Omega 3 Fatty Acids

Omega 3 fatty acids are an important EFA or essential fatty acid that the body is unable to make and must be obtained from a diet rich in foods that contain these compounds.

Alpha linolenic acid (ALA) is the most important member of the omega 3 family and more specifically can be used by our bodies to make other omega 3 fats namely, eicosapentaenoic acid (EPA) and docosahexaenoic acid (DHA).

EPA \ DHA are vital for your brain function and development along with reducing blood pressure, triglyceride levels ( the fats and oils in your body) and maintaining heart health.

Studies have established that EPA and DHA also aid in the health of your eyes by playing a protective role in the retina and protecting against eye diseases such as macular degeneration.

Couple this with the known anti-inflammatory effects of a diet rich in omega 3 fatty acids, and you have benefits not only to your eye health, but for many other vital functions in our bodies.

Other benefits of EPA \ DHAs.

  •  improving your skin and hair;
  • aiding relief of arthritis symptoms and other joint problems;
  • cell renewal. Every living cell requires EFAs;
  • aiding depression, memory and cognitive thought;
  • reducing chronic inflammation

How to get more Omega 3 in your diet?

EPA and DHA are mainly found in oily fish and fish oil, along with canola, walnut and flaxseed oils. Larger fish such as salmon, herring, tuna and trout are all good sources of omega 3.

ALA ,of which EPA\DHA are made from, is also found in nuts, seeds, green leafy veges and soy beans.


Fish Oil Benefits

As mentioned, fish oils are a great source of omega 3 for improving heart health, lowering cholesterol and fighting inflammation. The fattier the fish the better.
 
 

Finding Quality Fish Oil?

Oils ain’t Oils…
There is a booming market for fish oil supplements so it pays to do your research and shop around.

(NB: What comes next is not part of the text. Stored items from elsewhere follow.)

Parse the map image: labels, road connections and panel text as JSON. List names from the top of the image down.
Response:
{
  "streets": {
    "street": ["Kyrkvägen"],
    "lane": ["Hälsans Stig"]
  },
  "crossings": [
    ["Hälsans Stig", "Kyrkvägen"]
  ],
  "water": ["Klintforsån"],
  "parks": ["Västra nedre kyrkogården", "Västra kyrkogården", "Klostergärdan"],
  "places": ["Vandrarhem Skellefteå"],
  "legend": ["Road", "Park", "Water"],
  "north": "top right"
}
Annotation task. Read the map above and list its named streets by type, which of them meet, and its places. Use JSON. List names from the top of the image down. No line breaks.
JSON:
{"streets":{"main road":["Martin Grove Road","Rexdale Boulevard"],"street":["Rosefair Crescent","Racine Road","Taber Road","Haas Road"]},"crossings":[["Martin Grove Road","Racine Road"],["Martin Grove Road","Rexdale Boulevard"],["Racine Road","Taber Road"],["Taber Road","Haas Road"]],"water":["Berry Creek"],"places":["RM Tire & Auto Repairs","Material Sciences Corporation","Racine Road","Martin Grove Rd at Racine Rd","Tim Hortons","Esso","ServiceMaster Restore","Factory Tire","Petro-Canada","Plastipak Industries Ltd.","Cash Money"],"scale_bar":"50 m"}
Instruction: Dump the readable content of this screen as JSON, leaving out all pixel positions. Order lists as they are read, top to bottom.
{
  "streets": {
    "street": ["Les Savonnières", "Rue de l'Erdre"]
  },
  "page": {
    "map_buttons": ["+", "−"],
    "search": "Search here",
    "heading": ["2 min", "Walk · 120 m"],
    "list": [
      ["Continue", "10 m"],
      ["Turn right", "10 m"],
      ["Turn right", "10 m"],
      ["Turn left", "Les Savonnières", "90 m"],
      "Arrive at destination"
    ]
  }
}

A 2015 review in the Journal of Nutritional Science suggested that almost one third of over-the-counter fish oil supplements in the US were found to have twice the recommended level of lipid peroxides (oxidised oils).

The number one rule is to buy high-quality oil that has not been processed or refined at high temperatures, as heat destroys EFAs and can contaminate the oil through oxidation damage.

Check with the manufacturer about their refining and distillation processes for production.

Generally speaking, molecular distillation, which uses minimal heat and carefully removes many contaminates, including mercury, is the best process for producing high-grade fish oil. The disadvantage here is that it makes the supplement more costly but you get what you pay for.

Why not just eat more fish?

To save yourself the cost of expensive supplements why not just eat more fresh fish!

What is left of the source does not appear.